All members of Congress made the same calculation: that up to 100,000 jobs would be created because the 10,000 green cards would go to investors. On October 26, 1990, Sen. Paul Simon (D‑IL) stated, “This one provision will generate over $8 billion annually in new investment in small and independent U.S. businesses and provide up to 100,000 new jobs for Americans.”


Rep. Lamar Smith (R‑TX) spelled out the calculation explicitly, stating, “if these 10,000 investor visas are taken advantage of, it will create a minimum of 100,000 jobs in the United States” (emphasis added). Another member interrupted him to ask where the figure came from, and Rep. Smith responded that “10,000 investors may come into the country if they are going to start a business that will employ at least a minimum of 10 employees. That is where the figure comes from of 100,000 guaranteed jobs.” Rep. John Bryant (D‑TX) who opposed the provision described the relationship between subsection (b) and subsection (d) in the EB‑5 context this way:

We do not have room for all the family unification that was in the bill when it left the House, but we have room for 10,000 persons who can qualify for the United States by buying citizenship here if they have a million bucks to do it. What the bill says, if they will come into the country and invest enough to create 10 jobs, they can stay. This is all they have to do. After that, they can bring in their wife and kids.

In other words, Rep. Bryant also understood the provision to allow 10,000 investors who, if they created 10 jobs, could then additionally bring their spouses and children. This means that the current EB‑5 backlog for Chinese investors simply should not exist because it is entirely the result of the government’s inaccurate interpretation of the law, namely, that the spouses and children of investors count against the quota. But members of Congress explicitly envisioned 10,000 investors under the quota of 10,000.


The really important fact in this is that the provision that grants green cards to the spouses and children of EB‑5 investors also applies to all other immigrants under section 203: family‐​sponsored immigrants, employer‐​sponsored immigrants, or diversity lottery winners. If Congress believed that provision did not count spouses and children of EB‑5 investors against its quota, then the same would have to be true for the other categories, which also have long backlogs.

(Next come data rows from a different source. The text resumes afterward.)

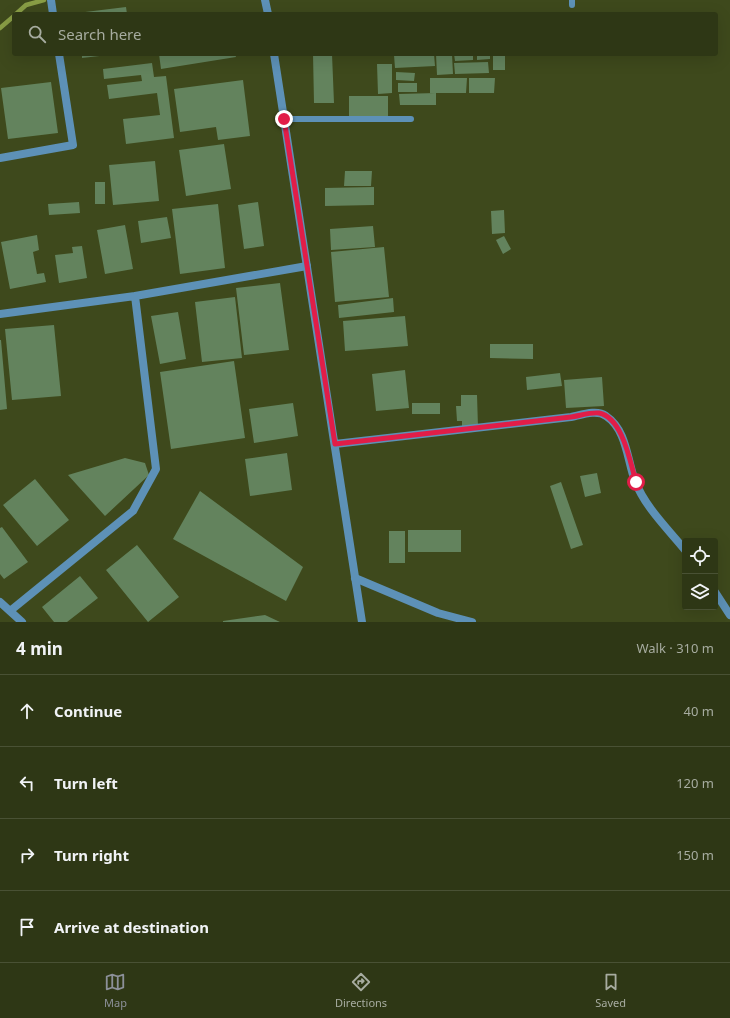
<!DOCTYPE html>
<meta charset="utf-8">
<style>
body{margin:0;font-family:"Noto Sans",sans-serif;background:#3a4222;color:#f1f3f6}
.controls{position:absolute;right:12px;bottom:12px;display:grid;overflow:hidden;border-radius:4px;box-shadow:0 4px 16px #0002}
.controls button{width:36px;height:36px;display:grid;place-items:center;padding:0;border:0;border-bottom:1px solid #495134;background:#2e3715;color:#f1f3f6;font:20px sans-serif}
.stop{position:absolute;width:12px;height:12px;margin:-9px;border:3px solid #e11d48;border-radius:50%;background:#fff}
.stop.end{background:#e11d48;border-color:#fff;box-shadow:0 1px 4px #0008}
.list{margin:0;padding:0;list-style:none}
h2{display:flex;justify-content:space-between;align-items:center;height:52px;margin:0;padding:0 16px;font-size:17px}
h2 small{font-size:13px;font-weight:400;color:#a7aca0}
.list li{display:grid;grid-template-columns:26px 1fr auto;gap:12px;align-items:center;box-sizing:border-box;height:72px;padding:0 16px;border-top:1px solid #495134}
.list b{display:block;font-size:15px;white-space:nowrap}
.list em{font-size:13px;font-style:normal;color:#a7aca0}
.icon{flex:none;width:22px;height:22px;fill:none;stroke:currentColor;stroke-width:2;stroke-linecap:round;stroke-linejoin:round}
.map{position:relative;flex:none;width:730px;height:622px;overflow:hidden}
.search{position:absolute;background:#2e3715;box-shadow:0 4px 16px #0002;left:12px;right:12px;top:12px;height:44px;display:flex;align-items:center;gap:10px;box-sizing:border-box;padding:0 14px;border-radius:4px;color:#a7aca0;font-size:15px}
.sheet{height:340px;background:#2e3715}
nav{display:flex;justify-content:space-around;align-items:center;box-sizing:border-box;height:56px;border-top:1px solid #495134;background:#2e3715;font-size:11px;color:#a7aca0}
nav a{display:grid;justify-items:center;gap:2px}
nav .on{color:#8c9099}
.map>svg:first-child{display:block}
</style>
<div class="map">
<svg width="730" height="622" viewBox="0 0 730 622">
<rect width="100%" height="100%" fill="#3e491c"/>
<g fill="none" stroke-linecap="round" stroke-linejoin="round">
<path stroke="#889d45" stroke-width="4.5" d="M16,14l10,-9 18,-5
M0,28l14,-12"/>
</g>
<path fill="#63835d" d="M126,7l1,7h-50v-1z
M82,54h26v1l-26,3z
M159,54h76l1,3 -75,12z
M313,54h19l2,49h-20z
M434,54l1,12 -40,2 -1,-13z
M436,54h16l1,20 -16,1z
M454,54h19v6l-18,1z
M477,54h13v5l-13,1z
M493,54h12v16h-12z
M488,62l1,11 -34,1 -1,-11z
M152,63l2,14 12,-1 8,62 -48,6 -3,-25 37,-4 -3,-22 -48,6 -2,-14 35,-4 -1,-6 -37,4 -1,-10z
M377,64h15v29l-14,1z
M396,72l19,1 -1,8 -18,-1z
M430,78h37l-1,15h-36z
M469,78h26l-1,15h-25z
M243,80l7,56 -32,4 -2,-13 -36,5 -6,-43z
M51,82l7,51 -50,6 -7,-51z
M398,83h19v9h-19z
M436,93v12h-36l-1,-11z
M349,96h39v21h-39z
M224,144l7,45 -45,7 -7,-46z
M155,161l4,40 -46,4 -4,-40z
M345,171h27l-1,15h-27z
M95,182h10v22h-10z
M374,187v18l-49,1v-18z
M79,202l1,11 -31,2 -1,-11z
M258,202l6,44 -20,3 -6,-44z
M218,204l7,64 -45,6 -8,-65z
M504,210l1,23 -13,1 -1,-23z
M167,217l4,21 -30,5 -3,-22z
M125,225l8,44 -28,5 -8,-44z
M373,226l2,21 -44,3 -1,-21z
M37,235l2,15 -6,2 4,22 7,-1 2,9 -36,7 -9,-47z
M504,236l7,13 -8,5 -7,-14z
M82,246l5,32 -28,5 -4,-28 18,-2 -1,-6z
M384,247l5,50 -54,5 -4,-50z
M280,283l9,67 -45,5 -8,-67z
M235,297l7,61 -40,4 -7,-60z
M393,298l1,14 -55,6 -1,-13z
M178,312l8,47 -26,5 -9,-48z
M405,316l3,30 -63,5 -2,-30z
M54,325l7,71 -49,4 -7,-71z
M0,340h1l6,69 -7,1z
M490,344h43v15l-43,-1z
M234,361l11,77 -74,11 -11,-77z
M405,370l4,38 -33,3 -4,-37z
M560,373l2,13 -35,4 -1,-13z
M602,377l2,29 -38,2 -2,-28z
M461,395h16l1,32 -16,1v-7h-5l-1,-15h5z
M293,403l5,33 -44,7 -5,-34z
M412,403h28v11h-28z
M287,453l5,37 -42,6 -5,-37z
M125,458l20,5 4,12 -44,41 -37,-41z
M597,473l4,20 -16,4 -5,-21z
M35,479l34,41 -32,26 -34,-41z
M561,482l22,63 -12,4 -21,-63z
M200,491l103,76 -17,34 -113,-62z
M2,527l26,35 -24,17 -4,-5v-46z
M408,530h53v22h-53z
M389,531h16v32h-16z
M137,545l42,52 -31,25 -42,-52z
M80,576l18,22 -31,24h-13l-12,-15z
M265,615l15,7h-57v-1z"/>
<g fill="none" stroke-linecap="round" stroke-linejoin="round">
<path stroke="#5d91b7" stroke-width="6" d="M572,0v5
M284,119h127"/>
<path stroke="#5d91b7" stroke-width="8" d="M51,0l2,14
M0,158l73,-13 -14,-91
M135,296l172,-30
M0,314l135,-18 21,173 -23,42 -123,100
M335,444l236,-27c10,-2 26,-8 35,-1 21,14 21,44 29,65 10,26 33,48 50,69
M355,578l83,35 34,9
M715,592l15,23
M0,602l22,20"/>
<path stroke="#5d91b7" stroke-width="8" d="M265,0l3,14
M274,54l88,568"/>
</g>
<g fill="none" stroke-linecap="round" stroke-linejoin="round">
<path stroke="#e11d48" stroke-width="5" d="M284,119l51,325 236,-27c8,-1 19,-5 28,-4 24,5 31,49 37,69"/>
</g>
</svg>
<div class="controls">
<button><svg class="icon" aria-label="locate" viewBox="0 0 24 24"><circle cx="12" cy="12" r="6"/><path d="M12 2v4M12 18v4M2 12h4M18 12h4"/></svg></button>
<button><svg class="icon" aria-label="layers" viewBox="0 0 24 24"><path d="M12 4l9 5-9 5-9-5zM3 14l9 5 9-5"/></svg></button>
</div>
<div class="stop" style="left:636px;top:482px"></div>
<div class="stop end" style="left:284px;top:119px"></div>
<div class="search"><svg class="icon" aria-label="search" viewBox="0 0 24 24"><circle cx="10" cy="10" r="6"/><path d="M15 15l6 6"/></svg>Search here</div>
</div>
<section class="sheet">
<h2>4 min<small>Walk · 310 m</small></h2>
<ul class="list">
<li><svg class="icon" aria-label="ahead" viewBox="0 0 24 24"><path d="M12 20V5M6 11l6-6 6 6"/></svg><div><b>Continue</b></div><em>40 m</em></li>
<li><svg class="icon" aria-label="left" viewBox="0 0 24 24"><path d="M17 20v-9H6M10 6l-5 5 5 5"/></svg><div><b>Turn left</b></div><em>120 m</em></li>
<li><svg class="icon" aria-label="right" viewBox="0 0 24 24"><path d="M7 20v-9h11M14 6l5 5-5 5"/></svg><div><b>Turn right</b></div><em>150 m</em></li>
<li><svg class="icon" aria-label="arrive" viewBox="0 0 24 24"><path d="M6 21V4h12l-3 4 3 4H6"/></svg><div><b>Arrive at destination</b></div></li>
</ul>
</section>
<nav>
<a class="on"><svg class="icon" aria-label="map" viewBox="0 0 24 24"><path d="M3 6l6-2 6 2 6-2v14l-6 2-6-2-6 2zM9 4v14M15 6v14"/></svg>Map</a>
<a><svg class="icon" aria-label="directions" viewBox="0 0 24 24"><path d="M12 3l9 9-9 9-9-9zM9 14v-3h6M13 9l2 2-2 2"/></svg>Directions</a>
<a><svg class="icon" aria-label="saved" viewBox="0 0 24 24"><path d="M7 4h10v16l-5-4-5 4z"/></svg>Saved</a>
</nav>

This evidence comes in addition to a tremendous amount of textual support for this position. In fact, there is absolutely no indication in the text of the law that spouses and children should count against the cap, and every reason to believe that they should not. It is abundantly clear that the government is cheating legal immigrants, forcing them to wait much longer than they should have to. The government should stop this erroneous practice, or someone should sue to stop it.